Report every line of the data where the string "hidden" appears.
╭─ Input data
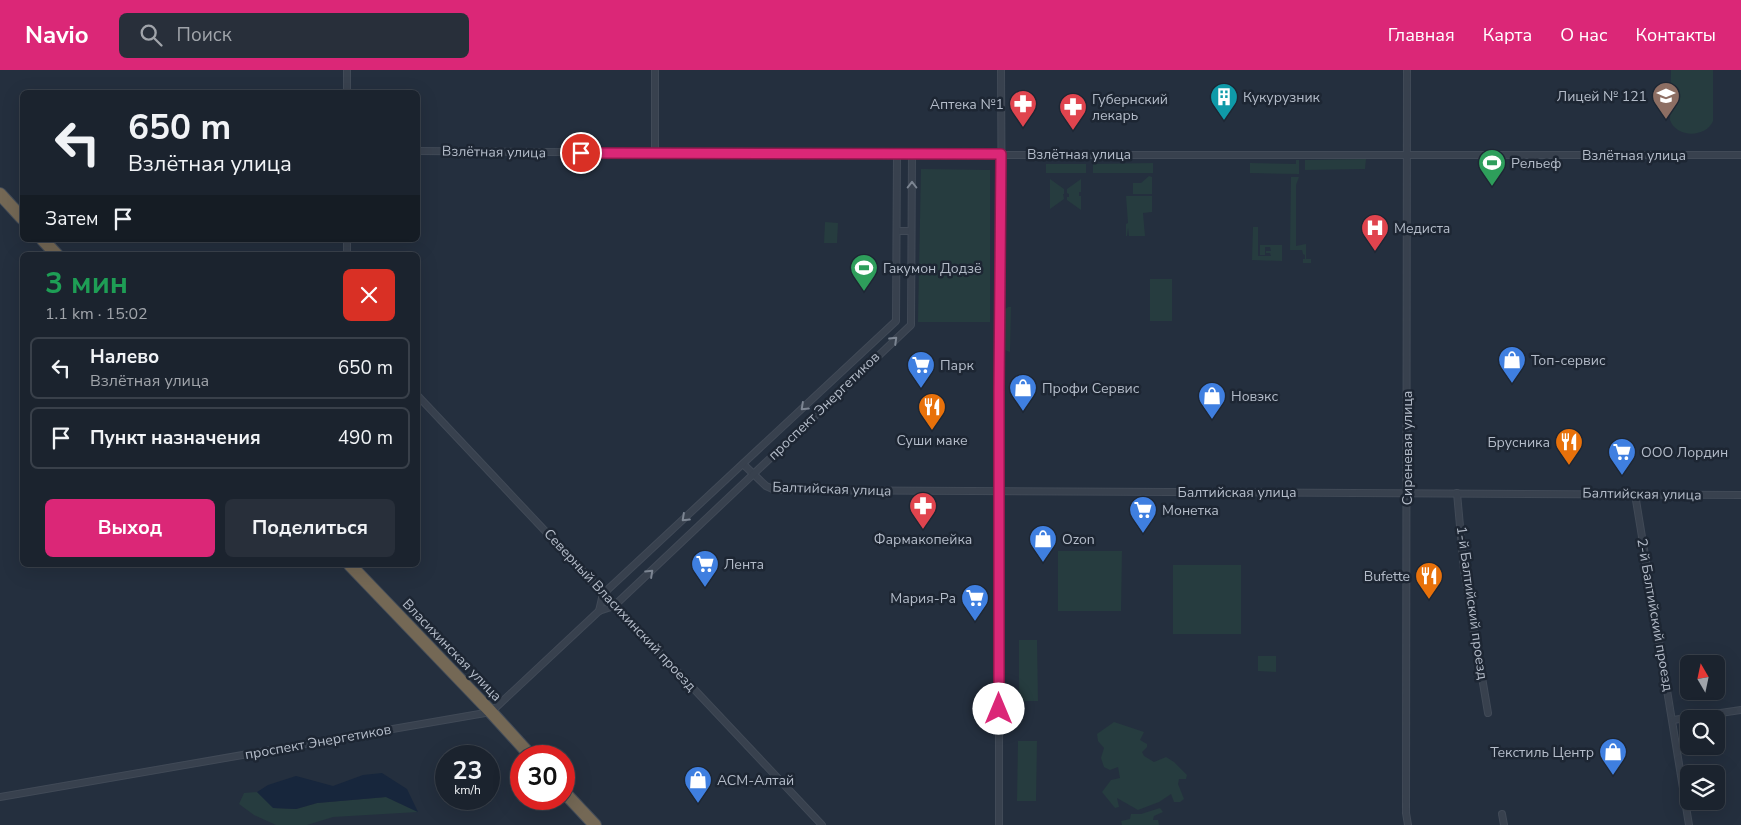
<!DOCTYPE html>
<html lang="ru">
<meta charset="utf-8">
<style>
body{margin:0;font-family:"Nunito Sans",sans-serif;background:#282f3a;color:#f1f3f6;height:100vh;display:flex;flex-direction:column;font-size:19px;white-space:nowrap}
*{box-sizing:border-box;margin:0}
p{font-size:16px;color:#a0a4aa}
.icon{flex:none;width:28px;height:28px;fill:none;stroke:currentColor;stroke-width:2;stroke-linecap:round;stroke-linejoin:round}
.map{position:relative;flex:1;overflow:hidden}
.side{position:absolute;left:20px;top:182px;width:400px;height:315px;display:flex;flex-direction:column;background:#1b232e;border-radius:8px;box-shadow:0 5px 20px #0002,0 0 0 1px #39404a}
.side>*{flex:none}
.guide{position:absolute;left:20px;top:20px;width:400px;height:152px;border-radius:8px;box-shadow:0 5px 20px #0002,0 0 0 1px #39404a;background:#1b232e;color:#f1f3f6;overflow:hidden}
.needle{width:32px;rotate:351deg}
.tools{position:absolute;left:1680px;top:585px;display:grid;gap:10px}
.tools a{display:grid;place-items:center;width:45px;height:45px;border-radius:8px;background:#1b232e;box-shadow:0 5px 20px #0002,0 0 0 1px #39404a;font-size:25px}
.speed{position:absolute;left:435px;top:675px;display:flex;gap:10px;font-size:25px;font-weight:700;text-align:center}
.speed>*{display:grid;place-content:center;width:65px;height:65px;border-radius:50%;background:#1b232e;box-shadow:0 5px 20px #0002,0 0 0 1px #39404a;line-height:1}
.speed small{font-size:12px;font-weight:400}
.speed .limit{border:8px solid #d22;background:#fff;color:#111}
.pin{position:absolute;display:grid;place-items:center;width:42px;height:42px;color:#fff;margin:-21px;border:2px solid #fff;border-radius:50%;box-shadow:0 1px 5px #0007}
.me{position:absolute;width:55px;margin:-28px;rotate:0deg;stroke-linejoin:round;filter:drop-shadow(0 0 4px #0008)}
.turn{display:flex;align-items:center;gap:18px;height:105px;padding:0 25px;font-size:22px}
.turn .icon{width:65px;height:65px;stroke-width:2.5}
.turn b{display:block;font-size:35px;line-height:42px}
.then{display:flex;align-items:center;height:48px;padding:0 25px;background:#0003;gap:10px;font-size:19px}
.round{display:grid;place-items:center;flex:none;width:52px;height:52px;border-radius:8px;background:#282f3a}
.head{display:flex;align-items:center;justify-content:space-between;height:85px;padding:0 25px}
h1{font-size:30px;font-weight:700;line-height:38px;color:#1e9e55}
.action{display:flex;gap:10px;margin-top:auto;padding:10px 25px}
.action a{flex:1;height:58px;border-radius:8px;background:#db2777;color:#fff;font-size:20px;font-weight:700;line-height:58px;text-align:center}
.action a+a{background:#282f3a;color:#f1f3f6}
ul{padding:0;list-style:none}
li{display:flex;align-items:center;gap:15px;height:62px;margin:0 10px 8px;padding:0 15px;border:2px solid #39404a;border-radius:8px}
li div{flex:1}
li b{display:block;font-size:19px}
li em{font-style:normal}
header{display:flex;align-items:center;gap:30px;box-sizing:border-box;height:70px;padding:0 25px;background:#db2777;color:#fff}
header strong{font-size:24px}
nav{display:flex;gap:28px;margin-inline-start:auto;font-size:18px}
.search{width:350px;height:45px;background:#282f3a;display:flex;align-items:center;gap:12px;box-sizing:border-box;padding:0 18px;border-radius:8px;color:#a0a4aa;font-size:19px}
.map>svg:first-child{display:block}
</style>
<header>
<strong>Navio</strong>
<div class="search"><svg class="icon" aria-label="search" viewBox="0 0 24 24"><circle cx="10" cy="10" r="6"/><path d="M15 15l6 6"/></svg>Поиск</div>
<nav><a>Главная</a><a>Карта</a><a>О нас</a><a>Контакты</a></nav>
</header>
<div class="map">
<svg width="1741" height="755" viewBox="0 0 1741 755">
<rect width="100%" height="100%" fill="#242f3e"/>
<g fill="#263c3f">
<path d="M 1671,0 L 1713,0 L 1713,51 C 1706,68 1676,68 1670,50 Z"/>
<path d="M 1366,89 L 1365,99 L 1305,100 L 1305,90 Z"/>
<path d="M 1296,90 L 1299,90 L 1299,104 L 1250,103 L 1250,93 L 1296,94 Z"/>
<path d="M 1153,93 L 1153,103 L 1093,103 L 1093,94 Z"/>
<rect x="1046" y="94" width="40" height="9"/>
<path d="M 921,99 L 990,100 L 990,252 L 918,252 Z"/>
<path d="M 1149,106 L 1152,107 L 1152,124 L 1133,124 L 1133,113 L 1141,113 Z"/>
<path d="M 1291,107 L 1299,107 L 1296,115 L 1296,176 L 1306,174 L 1306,189 L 1311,189 L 1311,193 L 1303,193 L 1303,189 L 1305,189 L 1305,185 L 1303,184 L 1302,180 L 1290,180 Z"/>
<path d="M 1050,109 L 1064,119 L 1064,124 L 1063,124 L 1064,129 L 1050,139 Z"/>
<path d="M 1081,109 L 1081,122 L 1079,122 L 1079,126 L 1081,126 L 1081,140 L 1067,130 L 1067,127 L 1069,127 L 1069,124 L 1067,123 L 1067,119 Z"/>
<path d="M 1126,126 L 1152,126 L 1152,142 L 1143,143 L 1145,166 L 1129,166 L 1128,158 L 1127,166 L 1126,166 L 1126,154 L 1128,153 Z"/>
<path d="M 825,152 L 838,153 L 837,173 L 824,173 Z"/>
<path d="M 1253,157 L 1258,157 L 1258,186 L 1271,186 L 1270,183 L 1266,183 L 1266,181 L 1271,181 L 1270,177 L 1265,177 L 1265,185 L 1260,185 L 1260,175 L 1282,175 L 1282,191 L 1252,190 Z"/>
<rect x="1150" y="209" width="22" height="42"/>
<path d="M 1008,237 L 1011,237 L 1010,282 L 1005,280 L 1003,277 L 1004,240 Z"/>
<path d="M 1043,314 L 1125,315 L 1122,319 L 1047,318 L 1044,317 Z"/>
<path d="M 1058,481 L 1122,481 L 1121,541 L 1058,541 Z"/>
<rect x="1173" y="495" width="68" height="69"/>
<path d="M 1019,570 L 1037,570 L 1038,631 L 1019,631 Z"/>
<path d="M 1258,586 L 1276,586 L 1276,602 L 1258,601 Z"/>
<path d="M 1114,652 L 1144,662 L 1140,670 L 1147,674 L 1147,677 L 1142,682 L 1144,686 L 1154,692 L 1166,687 L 1174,692 L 1187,705 L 1186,709 L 1179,709 L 1178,714 L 1184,729 L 1180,732 L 1174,732 L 1171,724 L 1159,732 L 1138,740 L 1117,728 L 1119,737 L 1115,738 L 1102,722 L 1111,710 L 1120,708 L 1118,697 L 1110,700 L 1104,697 L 1101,688 L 1104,678 L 1098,671 L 1097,664 Z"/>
<path d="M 1018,671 L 1037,671 L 1036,731 L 1017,731 Z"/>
<path d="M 257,722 L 274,738 L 296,739 L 317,733 L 386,727 L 418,742 L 333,747 L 307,755 L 276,755 L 254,745 L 239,734 L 244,723 Z"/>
<path d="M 1160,738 L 1163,742 L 1154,746 L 1153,750 L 1158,750 L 1159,755 L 1122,755 L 1121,751 L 1130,749 L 1131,744 L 1141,744 Z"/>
</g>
<path fill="#17263c" d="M 382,703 L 407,719 L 418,742 L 386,727 L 317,733 L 296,739 L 273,738 L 257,722 L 268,715 L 296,706 L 333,716 L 363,705 Z"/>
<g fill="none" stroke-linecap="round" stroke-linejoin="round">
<defs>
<g id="street">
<path d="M 1407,0 L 1406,743 L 1408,755"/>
<path d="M 347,22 L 347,0"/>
<path d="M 418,81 L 987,85 L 1741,85"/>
<path d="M 655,83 L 655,0"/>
<path d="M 897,161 L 911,161"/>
<path d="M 347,185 L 347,170"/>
<path d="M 418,326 L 822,755"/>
<path d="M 743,394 L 766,416 L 775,420 L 1741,425"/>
<path d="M 1457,423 L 1464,500 L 1488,643"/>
<path d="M 1635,424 L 1689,755"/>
<path d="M 599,541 L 603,524 L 896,251 L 897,83"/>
<path d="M 1673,650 L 1741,640"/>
<path d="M 0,727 L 491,642 L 599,541 L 614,536 L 911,255 L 912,84"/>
<path d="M 1502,744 L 1504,755"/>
<path d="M 999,755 L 999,321 L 1002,193 L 1001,0"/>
</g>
<g id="highway">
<path d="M 0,124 L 22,148"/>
<path d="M 43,170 L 57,185"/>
<path d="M 350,495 L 491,642 L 531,686"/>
<path d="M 564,722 L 595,755"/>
</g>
</defs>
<use href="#street" stroke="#414a57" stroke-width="8"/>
<use href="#highway" stroke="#434c59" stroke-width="14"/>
<use href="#street" stroke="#38414e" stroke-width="6"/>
<use href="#highway" stroke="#746855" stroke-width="12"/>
</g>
<defs><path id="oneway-chevron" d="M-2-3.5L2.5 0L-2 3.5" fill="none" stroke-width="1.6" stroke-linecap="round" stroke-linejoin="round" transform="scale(1.25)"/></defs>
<g stroke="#7c8592">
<use href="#oneway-chevron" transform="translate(912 115) rotate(-90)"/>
<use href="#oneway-chevron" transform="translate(894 270) rotate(-44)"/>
<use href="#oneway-chevron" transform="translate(804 337) rotate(137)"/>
<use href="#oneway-chevron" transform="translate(685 448) rotate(137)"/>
<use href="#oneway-chevron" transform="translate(650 503) rotate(-43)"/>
</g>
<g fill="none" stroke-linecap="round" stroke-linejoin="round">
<defs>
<path id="route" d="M 581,83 L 1001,84 L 999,321 L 999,639"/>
</defs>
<use href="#route" stroke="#8e194d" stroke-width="12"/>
<use href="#route" stroke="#db2777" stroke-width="9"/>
</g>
<defs>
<symbol id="school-pin" viewBox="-11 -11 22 30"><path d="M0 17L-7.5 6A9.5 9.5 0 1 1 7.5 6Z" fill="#8d6e63" stroke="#1d2633"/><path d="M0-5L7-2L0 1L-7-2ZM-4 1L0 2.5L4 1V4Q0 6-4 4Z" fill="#fff"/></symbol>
<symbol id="building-pin" viewBox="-11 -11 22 30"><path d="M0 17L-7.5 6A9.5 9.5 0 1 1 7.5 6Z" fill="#0f9aa8" stroke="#1d2633"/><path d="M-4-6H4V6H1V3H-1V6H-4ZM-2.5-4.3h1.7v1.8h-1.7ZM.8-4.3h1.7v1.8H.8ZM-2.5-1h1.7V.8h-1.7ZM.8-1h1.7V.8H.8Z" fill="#fff"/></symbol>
<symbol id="pharmacy-pin" viewBox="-11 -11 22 30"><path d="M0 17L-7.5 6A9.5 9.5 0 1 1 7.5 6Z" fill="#e0444e" stroke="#1d2633"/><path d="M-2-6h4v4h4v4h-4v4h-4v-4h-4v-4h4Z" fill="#fff"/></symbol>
<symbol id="stadium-pin" viewBox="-11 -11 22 30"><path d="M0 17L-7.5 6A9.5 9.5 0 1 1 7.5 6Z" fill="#2e9e5b" stroke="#1d2633"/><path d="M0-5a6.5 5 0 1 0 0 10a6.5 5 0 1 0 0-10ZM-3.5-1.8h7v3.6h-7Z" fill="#fff"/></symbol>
<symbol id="hospital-pin" viewBox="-11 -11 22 30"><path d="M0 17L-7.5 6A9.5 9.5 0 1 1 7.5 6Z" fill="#e0444e" stroke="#1d2633"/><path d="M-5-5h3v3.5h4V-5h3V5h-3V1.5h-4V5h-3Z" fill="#fff"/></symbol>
<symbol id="shop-pin" viewBox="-11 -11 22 30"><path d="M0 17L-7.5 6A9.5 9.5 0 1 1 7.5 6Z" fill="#3f7fe0" stroke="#1d2633"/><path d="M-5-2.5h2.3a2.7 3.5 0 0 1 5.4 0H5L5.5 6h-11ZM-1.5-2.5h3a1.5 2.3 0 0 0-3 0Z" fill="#fff"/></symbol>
<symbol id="supermarket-pin" viewBox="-11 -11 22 30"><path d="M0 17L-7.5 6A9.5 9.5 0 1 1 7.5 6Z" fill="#3f7fe0" stroke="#1d2633"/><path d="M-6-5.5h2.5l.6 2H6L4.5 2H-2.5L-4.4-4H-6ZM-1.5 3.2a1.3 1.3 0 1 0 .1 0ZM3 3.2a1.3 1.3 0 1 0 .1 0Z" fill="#fff"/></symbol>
<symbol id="restaurant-pin" viewBox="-11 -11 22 30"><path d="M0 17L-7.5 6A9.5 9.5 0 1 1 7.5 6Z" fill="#e8710a" stroke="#1d2633"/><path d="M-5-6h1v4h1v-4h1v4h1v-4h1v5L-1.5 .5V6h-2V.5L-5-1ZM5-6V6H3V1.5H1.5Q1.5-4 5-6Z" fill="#fff"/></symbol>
</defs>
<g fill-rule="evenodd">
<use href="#school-pin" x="1650" y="10" width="32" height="43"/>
<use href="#building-pin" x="1208" y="11" width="32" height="43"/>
<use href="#pharmacy-pin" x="1007" y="18" width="32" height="43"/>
<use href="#pharmacy-pin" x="1057" y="21" width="32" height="43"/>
<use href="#stadium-pin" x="1476" y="77" width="32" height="43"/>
<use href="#hospital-pin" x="1359" y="142" width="32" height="43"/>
<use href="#stadium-pin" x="848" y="182" width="32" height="43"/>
<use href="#shop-pin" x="1496" y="274" width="32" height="43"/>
<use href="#supermarket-pin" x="905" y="279" width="32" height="43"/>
<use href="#shop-pin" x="1007" y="302" width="32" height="43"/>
<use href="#shop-pin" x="1196" y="310" width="32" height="43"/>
<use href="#restaurant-pin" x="916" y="321" width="32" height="43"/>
<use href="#restaurant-pin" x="1553" y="356" width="32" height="43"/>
<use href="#supermarket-pin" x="1606" y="366" width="32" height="43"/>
<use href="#pharmacy-pin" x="907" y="420" width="32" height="43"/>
<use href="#supermarket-pin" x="1127" y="424" width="32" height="43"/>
<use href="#shop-pin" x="1027" y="453" width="32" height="43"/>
<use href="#supermarket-pin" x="689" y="478" width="32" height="43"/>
<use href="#restaurant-pin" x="1413" y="490" width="32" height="43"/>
<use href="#supermarket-pin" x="959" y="512" width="32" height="43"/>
<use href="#shop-pin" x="1597" y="666" width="32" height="43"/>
<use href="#shop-pin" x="682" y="694" width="32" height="43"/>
</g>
<g text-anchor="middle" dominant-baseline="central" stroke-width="5" stroke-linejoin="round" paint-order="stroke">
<g font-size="14" fill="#b4bcc9" stroke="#1d2633" text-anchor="start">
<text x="1647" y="26" text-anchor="end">Лицей № 121</text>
<text x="1243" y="27">Кукурузник</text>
<text x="1092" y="29">Губернский<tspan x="1092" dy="16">лекарь</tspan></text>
<text x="1004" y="34" text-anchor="end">Аптека №1</text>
<text x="1511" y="93">Рельеф</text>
<text x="1394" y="158">Медиста</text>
<text x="883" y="198">Гакумон Додзё</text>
<text x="1531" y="290">Топ-сервис</text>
<text x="940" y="295">Парк</text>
<text x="1042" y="318">Профи Сервис</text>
<text x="1231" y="326">Новэкс</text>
<text x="932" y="370" text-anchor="middle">Суши маке</text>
<text x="1550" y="372" text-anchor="end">Брусника</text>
<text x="1641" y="382">ООО Лордин</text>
<text x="1162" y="440">Монетка</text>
<text x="923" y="469" text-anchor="middle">Фармакопейка</text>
<text x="1062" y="469">Ozon</text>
<text x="724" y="494">Лента</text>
<text x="1410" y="506" text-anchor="end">Bufette</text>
<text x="956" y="528" text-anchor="end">Мария-Ра</text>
<text x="1594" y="682" text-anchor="end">Текстиль Центр</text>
<text x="717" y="710">АСМ-Алтай</text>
</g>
<g font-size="14" fill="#b4bcc9" stroke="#1d2633">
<text transform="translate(494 82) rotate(1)">Взлётная улица</text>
<text x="1079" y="84">Взлётная улица</text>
<text x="1634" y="85">Взлётная улица</text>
<text transform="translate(824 336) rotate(-44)">проспект Энергетиков</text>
<text transform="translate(1407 378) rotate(-90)">Сиреневая улица</text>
<text transform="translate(832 419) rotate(2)">Балтийская улица</text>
<text x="1237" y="422">Балтийская улица</text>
<text transform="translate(1642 424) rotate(1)">Балтийская улица</text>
<text transform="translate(1472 533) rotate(82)">1-й Балтийский проезд</text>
<text transform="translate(620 540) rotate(47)">Северный Власихинский проезд</text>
<text transform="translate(1655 545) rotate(80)">2-й Балтийский проезд</text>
<text transform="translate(452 580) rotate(46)">Власихинская улица</text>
<text transform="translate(318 672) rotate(-10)">проспект Энергетиков</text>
</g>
</g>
</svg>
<div class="tools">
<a><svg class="needle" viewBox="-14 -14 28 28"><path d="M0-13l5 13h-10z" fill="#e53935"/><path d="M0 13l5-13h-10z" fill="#a0a4aa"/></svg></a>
<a><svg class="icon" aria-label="search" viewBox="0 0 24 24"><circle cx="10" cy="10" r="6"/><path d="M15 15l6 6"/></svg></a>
<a><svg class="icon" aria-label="layers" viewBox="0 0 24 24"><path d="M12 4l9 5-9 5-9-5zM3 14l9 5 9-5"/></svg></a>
</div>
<div class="speed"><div>23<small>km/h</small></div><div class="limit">30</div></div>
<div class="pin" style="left:581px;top:83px;background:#d93025"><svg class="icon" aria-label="arrive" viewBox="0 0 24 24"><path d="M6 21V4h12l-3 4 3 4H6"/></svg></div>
<svg class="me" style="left:999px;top:639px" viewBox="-20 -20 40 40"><circle r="19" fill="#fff"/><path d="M0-13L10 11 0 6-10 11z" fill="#db2777"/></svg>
<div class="guide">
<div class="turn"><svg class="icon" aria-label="left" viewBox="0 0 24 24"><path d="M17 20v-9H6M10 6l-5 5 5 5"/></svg><div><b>650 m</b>Взлётная улица</div></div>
<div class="then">Затем<svg class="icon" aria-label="arrive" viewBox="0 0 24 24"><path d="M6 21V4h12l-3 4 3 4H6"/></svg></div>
</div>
<section class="side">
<div class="head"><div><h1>3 мин</h1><p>1.1 km · 15:02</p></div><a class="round" style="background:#d93025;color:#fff"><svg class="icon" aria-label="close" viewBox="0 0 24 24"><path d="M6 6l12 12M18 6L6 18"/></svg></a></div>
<ul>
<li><svg class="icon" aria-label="left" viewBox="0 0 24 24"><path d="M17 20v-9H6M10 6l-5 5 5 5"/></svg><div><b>Налево</b><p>Взлётная улица</p></div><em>650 m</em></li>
<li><svg class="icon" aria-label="arrive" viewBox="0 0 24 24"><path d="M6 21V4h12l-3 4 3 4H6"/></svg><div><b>Пункт назначения</b></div><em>490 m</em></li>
</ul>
<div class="action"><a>Выход</a><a>Поделиться</a></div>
</section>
</div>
╰─
Solution below:
.map{position:relative;flex:1;overflow:hidden}
.guide{position:absolute;left:20px;top:20px;width:400px;height:152px;border-radius:8px;box-shadow:0 5px 20px #0002,0 0 0 1px #39404a;background:#1b232e;color:#f1f3f6;overflow:hidden}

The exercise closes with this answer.